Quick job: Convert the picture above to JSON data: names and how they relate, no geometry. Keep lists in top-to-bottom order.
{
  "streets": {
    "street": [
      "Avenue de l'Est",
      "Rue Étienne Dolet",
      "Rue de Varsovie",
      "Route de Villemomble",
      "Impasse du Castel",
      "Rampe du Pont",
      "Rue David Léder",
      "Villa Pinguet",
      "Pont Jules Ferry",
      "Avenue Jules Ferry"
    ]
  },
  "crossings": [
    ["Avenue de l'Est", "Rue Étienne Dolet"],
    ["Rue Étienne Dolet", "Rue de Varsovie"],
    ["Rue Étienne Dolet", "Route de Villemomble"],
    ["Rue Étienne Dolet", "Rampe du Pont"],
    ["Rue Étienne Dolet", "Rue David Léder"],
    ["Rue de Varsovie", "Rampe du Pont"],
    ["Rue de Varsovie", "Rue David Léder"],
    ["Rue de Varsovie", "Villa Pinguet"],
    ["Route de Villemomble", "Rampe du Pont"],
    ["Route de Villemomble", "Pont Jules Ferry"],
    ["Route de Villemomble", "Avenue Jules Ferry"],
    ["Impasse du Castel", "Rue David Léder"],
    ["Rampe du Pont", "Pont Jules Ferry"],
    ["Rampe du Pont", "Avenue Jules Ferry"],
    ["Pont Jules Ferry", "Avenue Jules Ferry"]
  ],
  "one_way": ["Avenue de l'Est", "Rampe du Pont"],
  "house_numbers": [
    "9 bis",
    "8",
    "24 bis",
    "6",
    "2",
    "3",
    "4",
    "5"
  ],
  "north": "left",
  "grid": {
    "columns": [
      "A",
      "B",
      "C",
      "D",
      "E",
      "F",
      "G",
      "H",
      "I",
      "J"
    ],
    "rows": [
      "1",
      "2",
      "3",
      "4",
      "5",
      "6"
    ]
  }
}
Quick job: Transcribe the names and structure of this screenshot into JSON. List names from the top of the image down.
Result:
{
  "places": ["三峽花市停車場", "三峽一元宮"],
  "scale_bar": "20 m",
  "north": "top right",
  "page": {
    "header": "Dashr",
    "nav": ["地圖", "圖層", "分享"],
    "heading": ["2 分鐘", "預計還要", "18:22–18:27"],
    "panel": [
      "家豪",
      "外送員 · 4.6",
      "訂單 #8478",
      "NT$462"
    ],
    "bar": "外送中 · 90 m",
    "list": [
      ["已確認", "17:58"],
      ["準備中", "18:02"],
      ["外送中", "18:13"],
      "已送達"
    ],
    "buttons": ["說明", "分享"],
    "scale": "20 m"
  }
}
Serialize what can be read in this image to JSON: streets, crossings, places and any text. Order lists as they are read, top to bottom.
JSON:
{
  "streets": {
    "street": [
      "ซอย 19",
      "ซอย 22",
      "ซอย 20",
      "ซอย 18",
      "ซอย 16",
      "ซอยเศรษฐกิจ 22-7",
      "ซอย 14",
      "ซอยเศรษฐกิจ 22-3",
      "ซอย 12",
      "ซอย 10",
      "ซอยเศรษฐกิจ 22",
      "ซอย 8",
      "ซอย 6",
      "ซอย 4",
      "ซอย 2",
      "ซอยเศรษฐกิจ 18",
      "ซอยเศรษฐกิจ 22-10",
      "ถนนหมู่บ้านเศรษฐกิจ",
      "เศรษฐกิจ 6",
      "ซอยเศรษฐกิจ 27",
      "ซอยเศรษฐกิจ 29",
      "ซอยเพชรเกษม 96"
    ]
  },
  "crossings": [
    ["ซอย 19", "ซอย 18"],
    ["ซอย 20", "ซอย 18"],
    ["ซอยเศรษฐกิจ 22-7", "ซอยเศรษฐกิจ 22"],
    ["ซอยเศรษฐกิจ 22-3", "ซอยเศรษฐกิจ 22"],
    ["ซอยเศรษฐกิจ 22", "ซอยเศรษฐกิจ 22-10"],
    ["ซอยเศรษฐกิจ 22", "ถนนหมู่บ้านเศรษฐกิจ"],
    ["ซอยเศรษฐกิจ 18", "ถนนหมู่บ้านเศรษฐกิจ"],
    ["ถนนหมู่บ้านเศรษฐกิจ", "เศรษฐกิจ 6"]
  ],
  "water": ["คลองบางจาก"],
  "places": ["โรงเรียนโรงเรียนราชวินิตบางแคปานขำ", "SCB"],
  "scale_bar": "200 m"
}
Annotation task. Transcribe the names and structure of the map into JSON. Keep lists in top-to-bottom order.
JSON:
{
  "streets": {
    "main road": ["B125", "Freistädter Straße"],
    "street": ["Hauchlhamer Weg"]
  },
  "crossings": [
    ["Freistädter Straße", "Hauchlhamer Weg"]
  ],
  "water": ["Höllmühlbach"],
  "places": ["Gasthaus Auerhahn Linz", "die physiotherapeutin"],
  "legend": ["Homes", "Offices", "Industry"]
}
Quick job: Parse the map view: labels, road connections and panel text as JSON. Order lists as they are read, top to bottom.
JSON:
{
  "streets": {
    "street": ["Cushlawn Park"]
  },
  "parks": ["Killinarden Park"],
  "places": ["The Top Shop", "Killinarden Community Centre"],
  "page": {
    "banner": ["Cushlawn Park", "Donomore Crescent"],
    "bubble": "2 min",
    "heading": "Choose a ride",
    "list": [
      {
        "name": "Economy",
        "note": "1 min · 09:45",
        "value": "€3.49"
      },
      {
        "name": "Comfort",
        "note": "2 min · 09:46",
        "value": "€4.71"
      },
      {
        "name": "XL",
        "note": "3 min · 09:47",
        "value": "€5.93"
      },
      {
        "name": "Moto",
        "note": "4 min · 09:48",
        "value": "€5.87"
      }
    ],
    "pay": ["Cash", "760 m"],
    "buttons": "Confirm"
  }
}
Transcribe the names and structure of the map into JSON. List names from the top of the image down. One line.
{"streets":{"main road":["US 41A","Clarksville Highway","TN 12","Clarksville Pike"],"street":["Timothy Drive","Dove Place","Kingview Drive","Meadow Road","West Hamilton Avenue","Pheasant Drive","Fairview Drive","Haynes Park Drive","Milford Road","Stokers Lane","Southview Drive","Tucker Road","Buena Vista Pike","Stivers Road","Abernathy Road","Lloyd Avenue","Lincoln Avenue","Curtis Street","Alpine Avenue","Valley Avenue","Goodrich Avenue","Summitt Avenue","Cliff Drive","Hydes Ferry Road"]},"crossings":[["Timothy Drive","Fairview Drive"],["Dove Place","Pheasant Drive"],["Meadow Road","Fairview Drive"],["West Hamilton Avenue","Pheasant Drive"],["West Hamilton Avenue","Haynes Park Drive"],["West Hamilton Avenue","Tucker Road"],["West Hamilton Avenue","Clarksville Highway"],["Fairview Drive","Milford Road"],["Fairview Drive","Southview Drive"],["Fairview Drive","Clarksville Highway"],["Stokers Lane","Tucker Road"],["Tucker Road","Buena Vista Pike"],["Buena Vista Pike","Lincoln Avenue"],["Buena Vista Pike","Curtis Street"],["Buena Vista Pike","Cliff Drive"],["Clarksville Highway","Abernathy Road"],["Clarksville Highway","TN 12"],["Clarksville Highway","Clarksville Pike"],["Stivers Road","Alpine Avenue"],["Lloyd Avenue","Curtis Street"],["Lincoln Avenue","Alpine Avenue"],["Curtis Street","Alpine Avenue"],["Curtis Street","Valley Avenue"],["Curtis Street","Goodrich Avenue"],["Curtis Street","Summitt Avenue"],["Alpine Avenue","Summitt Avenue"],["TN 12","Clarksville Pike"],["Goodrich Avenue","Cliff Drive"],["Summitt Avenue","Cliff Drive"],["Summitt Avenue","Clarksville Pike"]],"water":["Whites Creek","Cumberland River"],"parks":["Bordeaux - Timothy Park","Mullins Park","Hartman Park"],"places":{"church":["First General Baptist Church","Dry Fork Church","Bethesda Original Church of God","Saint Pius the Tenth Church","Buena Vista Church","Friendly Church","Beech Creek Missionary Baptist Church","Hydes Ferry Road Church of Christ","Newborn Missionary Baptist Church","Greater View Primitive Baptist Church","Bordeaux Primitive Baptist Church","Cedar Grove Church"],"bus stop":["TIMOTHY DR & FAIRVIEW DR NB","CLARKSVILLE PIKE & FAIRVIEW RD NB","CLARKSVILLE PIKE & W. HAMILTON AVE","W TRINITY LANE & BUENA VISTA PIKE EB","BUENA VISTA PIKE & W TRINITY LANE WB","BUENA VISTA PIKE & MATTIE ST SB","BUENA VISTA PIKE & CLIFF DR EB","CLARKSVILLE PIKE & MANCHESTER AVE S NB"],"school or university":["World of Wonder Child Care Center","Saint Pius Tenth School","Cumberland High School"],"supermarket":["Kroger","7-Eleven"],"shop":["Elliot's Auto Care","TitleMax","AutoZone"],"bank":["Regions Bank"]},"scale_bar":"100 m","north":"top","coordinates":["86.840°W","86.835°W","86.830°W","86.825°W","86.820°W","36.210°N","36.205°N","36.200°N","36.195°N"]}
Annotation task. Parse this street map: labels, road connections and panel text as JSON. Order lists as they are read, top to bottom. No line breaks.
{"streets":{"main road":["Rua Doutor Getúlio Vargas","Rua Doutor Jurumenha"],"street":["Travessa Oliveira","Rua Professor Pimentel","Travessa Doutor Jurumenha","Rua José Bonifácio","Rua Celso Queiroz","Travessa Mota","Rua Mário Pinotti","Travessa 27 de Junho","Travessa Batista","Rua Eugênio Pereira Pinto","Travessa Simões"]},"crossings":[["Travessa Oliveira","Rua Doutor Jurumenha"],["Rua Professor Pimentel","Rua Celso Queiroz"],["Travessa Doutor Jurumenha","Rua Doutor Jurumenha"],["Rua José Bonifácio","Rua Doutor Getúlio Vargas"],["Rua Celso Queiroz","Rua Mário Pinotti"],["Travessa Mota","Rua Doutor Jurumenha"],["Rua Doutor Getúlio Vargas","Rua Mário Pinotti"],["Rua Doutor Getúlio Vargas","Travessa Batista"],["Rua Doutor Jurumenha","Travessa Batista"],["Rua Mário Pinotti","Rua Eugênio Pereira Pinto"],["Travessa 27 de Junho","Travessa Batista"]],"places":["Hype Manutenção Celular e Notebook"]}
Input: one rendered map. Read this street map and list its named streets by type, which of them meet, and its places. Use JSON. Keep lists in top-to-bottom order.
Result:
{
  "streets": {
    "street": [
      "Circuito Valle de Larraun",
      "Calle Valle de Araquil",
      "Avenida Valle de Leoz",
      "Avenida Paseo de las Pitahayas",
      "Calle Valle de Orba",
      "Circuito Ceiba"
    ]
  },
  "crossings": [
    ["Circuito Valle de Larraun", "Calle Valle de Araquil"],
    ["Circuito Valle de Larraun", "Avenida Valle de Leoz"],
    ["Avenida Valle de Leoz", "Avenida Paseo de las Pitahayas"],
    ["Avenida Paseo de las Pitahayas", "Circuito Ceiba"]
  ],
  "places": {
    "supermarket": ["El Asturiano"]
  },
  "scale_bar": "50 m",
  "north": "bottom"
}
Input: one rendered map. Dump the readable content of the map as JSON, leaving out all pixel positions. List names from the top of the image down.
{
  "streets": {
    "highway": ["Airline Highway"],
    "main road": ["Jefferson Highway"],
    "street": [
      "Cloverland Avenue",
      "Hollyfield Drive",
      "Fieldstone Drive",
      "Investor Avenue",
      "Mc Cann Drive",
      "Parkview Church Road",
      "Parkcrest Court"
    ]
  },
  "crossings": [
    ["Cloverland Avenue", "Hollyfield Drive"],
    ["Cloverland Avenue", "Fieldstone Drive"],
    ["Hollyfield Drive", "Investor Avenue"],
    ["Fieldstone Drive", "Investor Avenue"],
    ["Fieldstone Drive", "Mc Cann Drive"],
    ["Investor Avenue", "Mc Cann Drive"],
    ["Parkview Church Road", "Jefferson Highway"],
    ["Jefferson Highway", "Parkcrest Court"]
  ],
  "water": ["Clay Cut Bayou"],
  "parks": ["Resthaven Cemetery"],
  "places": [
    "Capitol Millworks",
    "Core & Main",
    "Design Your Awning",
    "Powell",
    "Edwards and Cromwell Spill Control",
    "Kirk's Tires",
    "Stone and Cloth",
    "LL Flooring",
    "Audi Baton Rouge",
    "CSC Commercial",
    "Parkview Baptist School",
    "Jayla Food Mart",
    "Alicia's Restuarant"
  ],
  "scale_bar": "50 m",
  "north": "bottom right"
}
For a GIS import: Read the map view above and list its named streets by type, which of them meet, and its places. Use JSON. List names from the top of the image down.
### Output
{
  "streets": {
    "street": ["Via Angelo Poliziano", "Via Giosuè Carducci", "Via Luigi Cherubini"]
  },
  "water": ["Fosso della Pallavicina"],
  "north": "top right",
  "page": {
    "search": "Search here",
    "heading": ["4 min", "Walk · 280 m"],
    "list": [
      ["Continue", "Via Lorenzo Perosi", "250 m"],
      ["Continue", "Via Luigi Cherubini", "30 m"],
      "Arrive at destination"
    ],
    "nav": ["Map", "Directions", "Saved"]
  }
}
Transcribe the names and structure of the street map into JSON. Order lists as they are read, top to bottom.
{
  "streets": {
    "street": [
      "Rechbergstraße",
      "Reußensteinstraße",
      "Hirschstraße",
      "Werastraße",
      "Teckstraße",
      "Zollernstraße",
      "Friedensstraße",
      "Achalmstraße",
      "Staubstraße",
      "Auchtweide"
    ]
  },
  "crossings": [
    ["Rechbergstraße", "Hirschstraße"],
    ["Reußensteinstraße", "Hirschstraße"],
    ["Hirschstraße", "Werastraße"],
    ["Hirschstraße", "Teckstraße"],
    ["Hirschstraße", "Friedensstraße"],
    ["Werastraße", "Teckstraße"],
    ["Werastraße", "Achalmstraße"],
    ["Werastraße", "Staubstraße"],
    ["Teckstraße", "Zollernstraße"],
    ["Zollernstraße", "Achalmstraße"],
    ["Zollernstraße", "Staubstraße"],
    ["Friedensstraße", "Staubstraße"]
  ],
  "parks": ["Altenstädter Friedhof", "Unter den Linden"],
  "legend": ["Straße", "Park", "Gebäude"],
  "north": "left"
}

————————

— What needs to be done —
Pick each line holding the word "Jefferson" out of the data and copy it.

— Output of the task —
    "main road": ["Jefferson Highway"],
    ["Parkview Church Road", "Jefferson Highway"],
    ["Jefferson Highway", "Parkcrest Court"]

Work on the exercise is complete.